McCarthy set to exchange 1-year debt limit increase for spending reforms

by Jacob Fuller

Matt Bush, FISM News

House Speaker Kevin McCarthy (R-Calif.) is expected to propose a 1-year debt limit increase that will be tied to certain spending concessions that could include massive spending cuts, stricter rules for social programs, and additional guidelines for new energy programs.

According to Just The News, the concessions that McCarthy is proposing could yield approximately $4 trillion in savings for taxpayers over 10 years.

“This is a culmination of all the conversations from leadership, from speaker from majority leader from the whip, talking to so many people over the last … 85 days about what they’d like to see in a debt limit deal. And that’s why you’re seeing this,” Republican Study Committee Chair Kevin Hern (R-Okla.) said.

The plan is expected to be proposed next week and would call for a House vote later in May to suspend the debt ceiling until May 2024. If that timetable is passed, it could lead to another round of debt ceiling negotiations just months before the 2024 presidential election.

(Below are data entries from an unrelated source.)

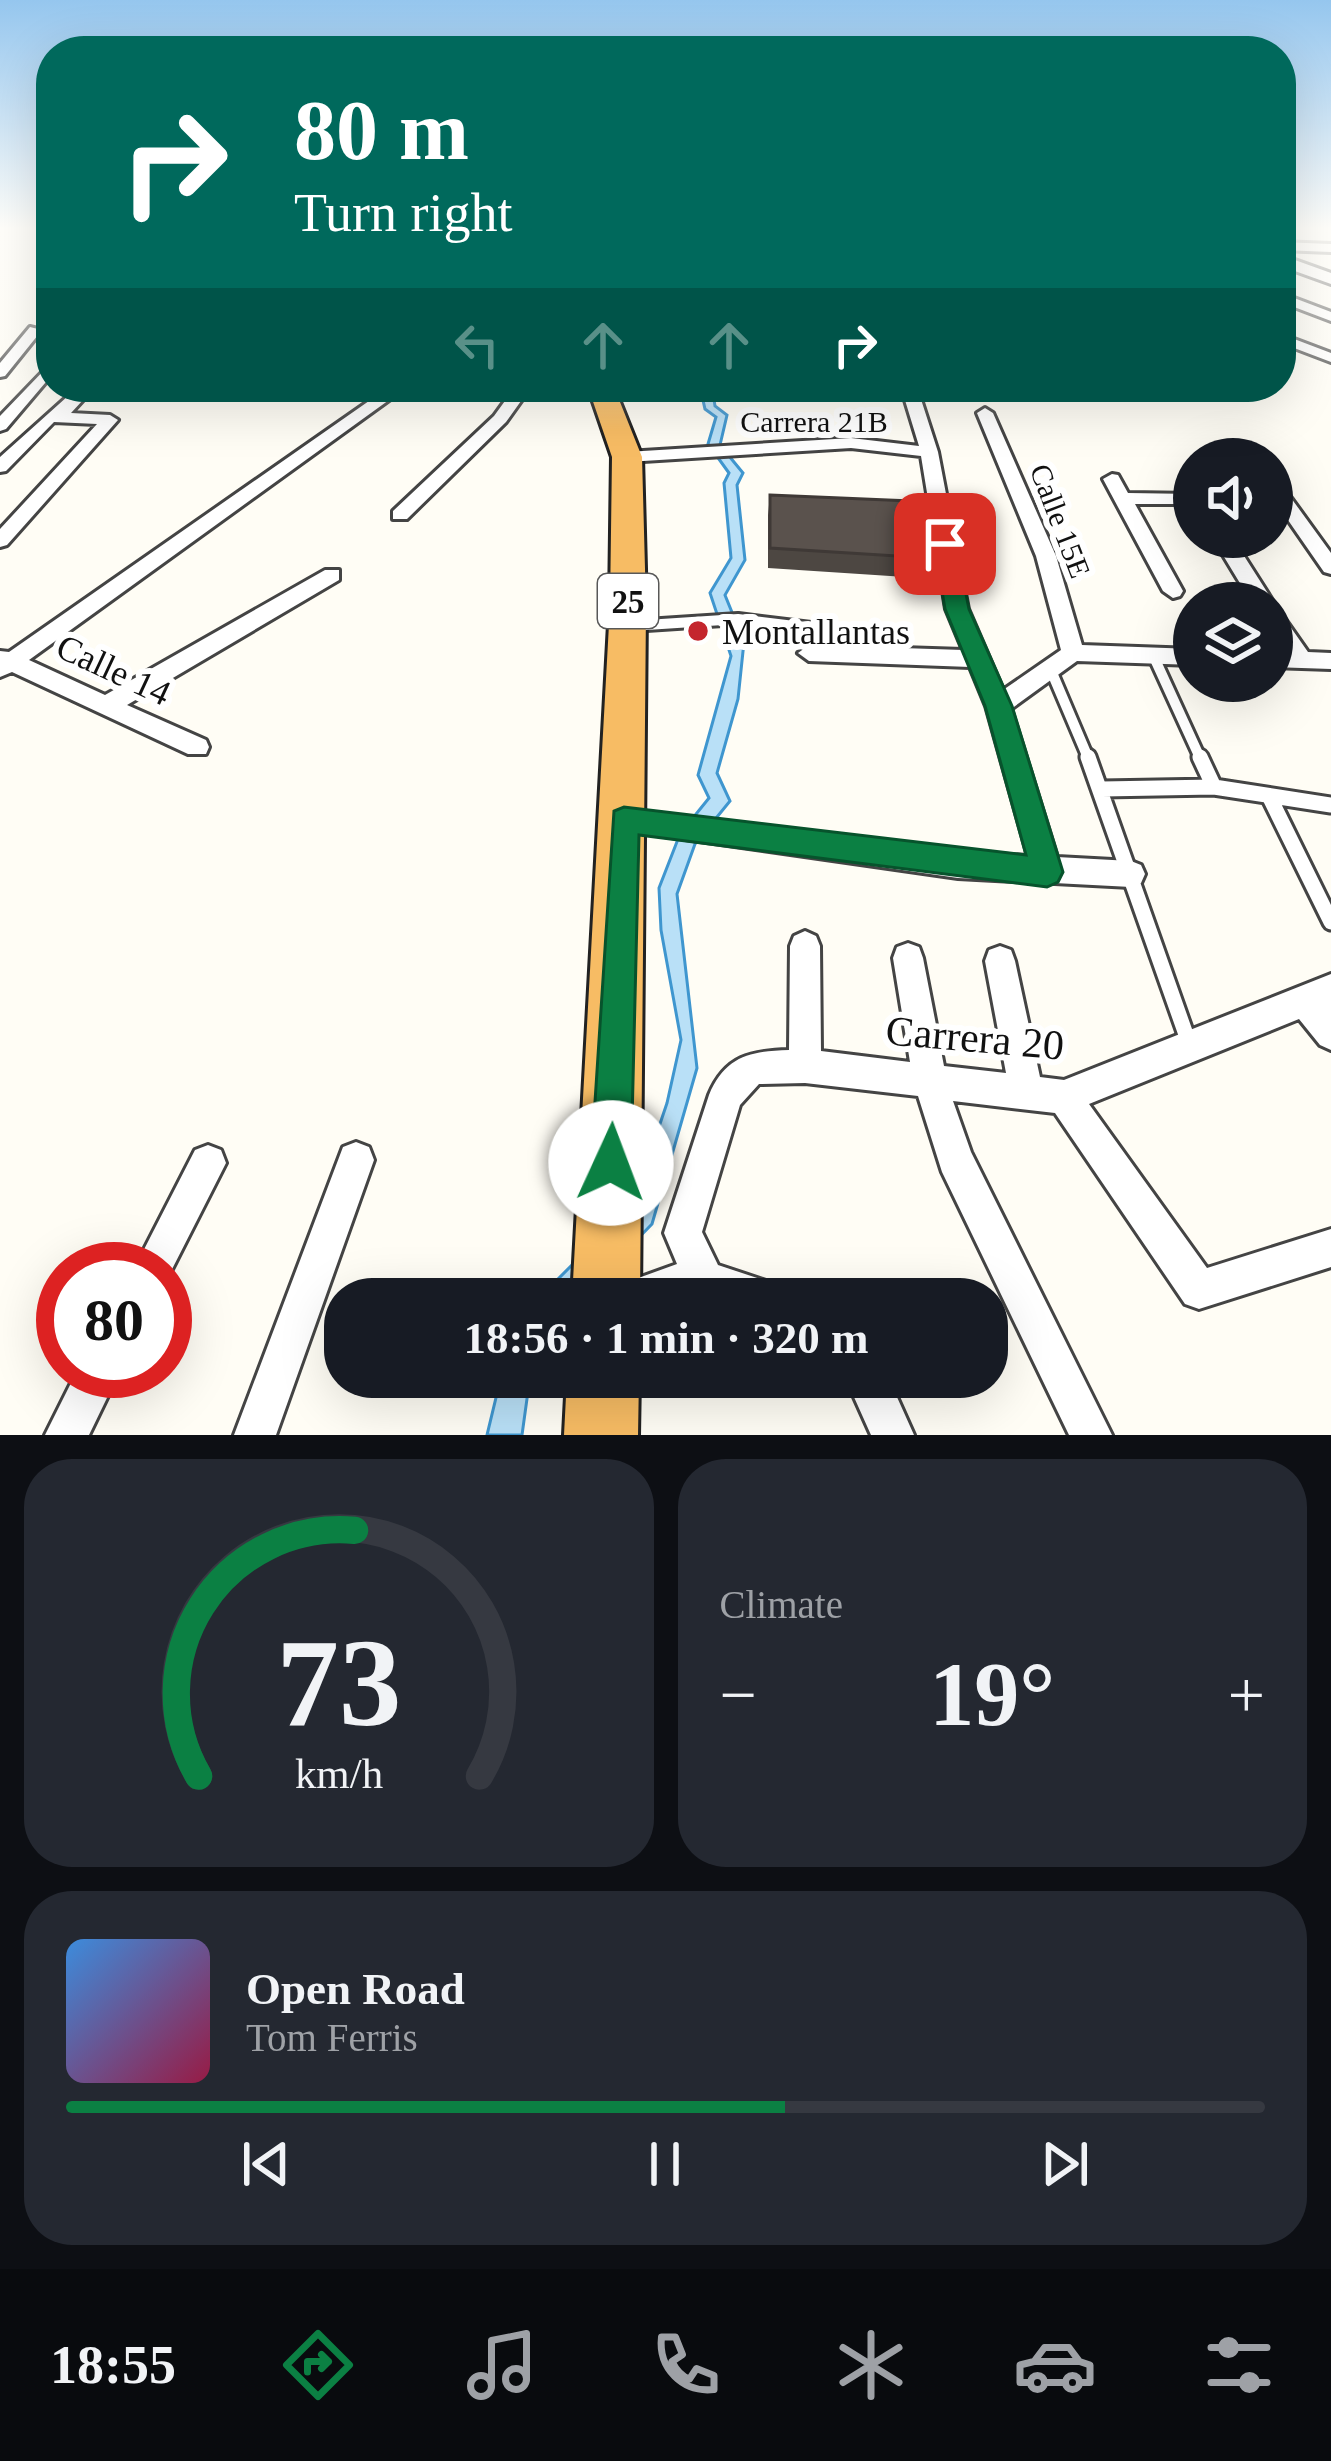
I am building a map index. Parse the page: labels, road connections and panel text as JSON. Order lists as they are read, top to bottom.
{
  "streets": {
    "highway": ["25"],
    "street": [
      "Carrera 21B",
      "Calle 15E",
      "Calle 14",
      "Carrera 20"
    ]
  },
  "crossings": [
    ["Carrera 21B", "25"]
  ],
  "places": ["Montallantas"],
  "page": {
    "turn": ["80 m", "Turn right"],
    "limit": "80",
    "trip": "18:56 · 1 min · 320 m",
    "tile": "Climate",
    "heat": ["−", "19°", "+"],
    "song": ["Open Road", "Tom Ferris"],
    "tabs": "18:55",
    "gauge": ["73", "km/h"]
  }
}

The Treasury Department hit the current $31.4 trillion debt ceiling in January, but there are procedures and maneuvers available that have allowed the government to pay off all debts and obligations to date. Without Congress raising the debt ceiling by early summer, however, the Treasury Department would run out of those maneuvers and begin to default on the debt, a move that could have dire consequences for the economy.

President Joe Biden, Senate Majority Leader Chuck Schumer (N.Y.), and House Democratic Leader Hakeem Jeffries (N.Y.) have all been pushing for a debt limit increase with no strings attached.

Biden tweeted, “MAGA Republicans in Congress are putting our economy in jeopardy by threatening to refuse to pay America’s bills. Bills that took 200 years to accumulate. That would mean for the first time, America would default on its debt. Not on my watch.”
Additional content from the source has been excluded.